[[ DATA TO EXAMINE open ]]
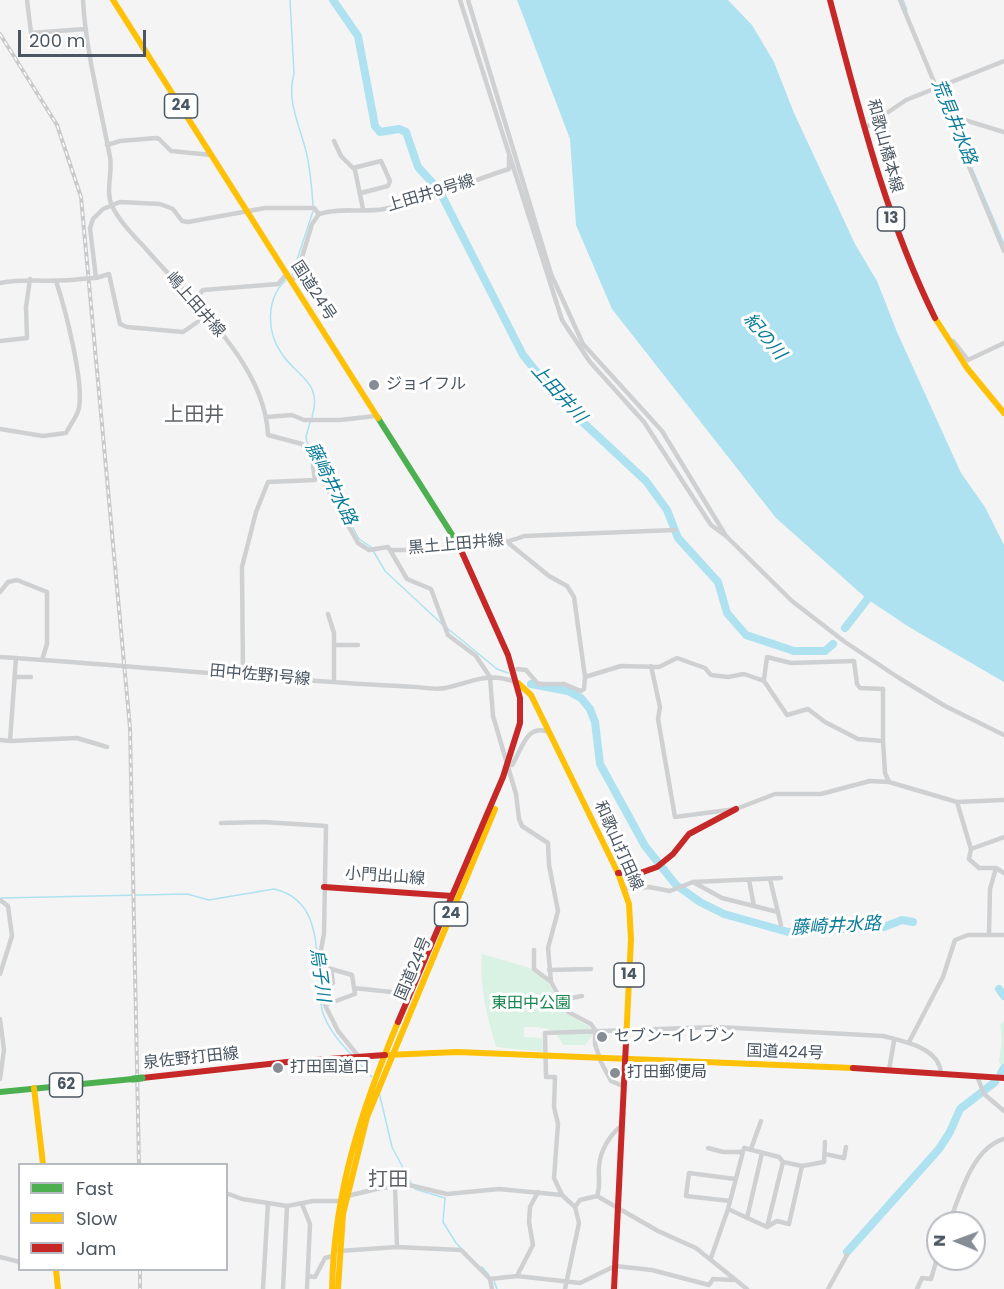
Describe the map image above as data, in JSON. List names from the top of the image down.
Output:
{
  "streets": {
    "main road": [
      "24",
      "和歌山橋本線",
      "13",
      "国道24号",
      "和歌山打田線",
      "小門出山線",
      "14",
      "国道424号",
      "泉佐野打田線",
      "62"
    ],
    "street": [
      "上田井9号線",
      "嶋上田井線",
      "黒土上田井線",
      "田中佐野1号線"
    ]
  },
  "crossings": [
    ["国道24号", "田中佐野1号線"],
    ["国道24号", "和歌山打田線"],
    ["国道24号", "小門出山線"],
    ["国道24号", "国道424号"],
    ["国道24号", "泉佐野打田線"],
    ["嶋上田井線", "黒土上田井線"],
    ["黒土上田井線", "田中佐野1号線"],
    ["田中佐野1号線", "和歌山打田線"],
    ["和歌山打田線", "国道424号"],
    ["国道424号", "泉佐野打田線"]
  ],
  "districts": ["上田井", "打田"],
  "water": [
    "荒見井水路",
    "紀の川",
    "上田井川",
    "藤崎井水路",
    "烏子川"
  ],
  "parks": ["東田中公園"],
  "places": [
    "ジョイフル",
    "セブン-イレブン",
    "打田国道口",
    "打田郵便局"
  ],
  "legend": ["Fast", "Slow", "Jam"],
  "scale_bar": "200 m",
  "north": "left"
}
[[ DATA TO EXAMINE closed ]]
- WHAT THE TASK ASKS: A complete and exact copy of the records is required. Exclude the pictures.

- ANSWER TO THE PROBLEM:
Describe the map image above as data, in JSON. List names from the top of the image down.
Output:
{
  "streets": {
    "main road": [
      "24",
      "和歌山橋本線",
      "13",
      "国道24号",
      "和歌山打田線",
      "小門出山線",
      "14",
      "国道424号",
      "泉佐野打田線",
      "62"
    ],
    "street": [
      "上田井9号線",
      "嶋上田井線",
      "黒土上田井線",
      "田中佐野1号線"
    ]
  },
  "crossings": [
    ["国道24号", "田中佐野1号線"],
    ["国道24号", "和歌山打田線"],
    ["国道24号", "小門出山線"],
    ["国道24号", "国道424号"],
    ["国道24号", "泉佐野打田線"],
    ["嶋上田井線", "黒土上田井線"],
    ["黒土上田井線", "田中佐野1号線"],
    ["田中佐野1号線", "和歌山打田線"],
    ["和歌山打田線", "国道424号"],
    ["国道424号", "泉佐野打田線"]
  ],
  "districts": ["上田井", "打田"],
  "water": [
    "荒見井水路",
    "紀の川",
    "上田井川",
    "藤崎井水路",
    "烏子川"
  ],
  "parks": ["東田中公園"],
  "places": [
    "ジョイフル",
    "セブン-イレブン",
    "打田国道口",
    "打田郵便局"
  ],
  "legend": ["Fast", "Slow", "Jam"],
  "scale_bar": "200 m",
  "north": "left"
}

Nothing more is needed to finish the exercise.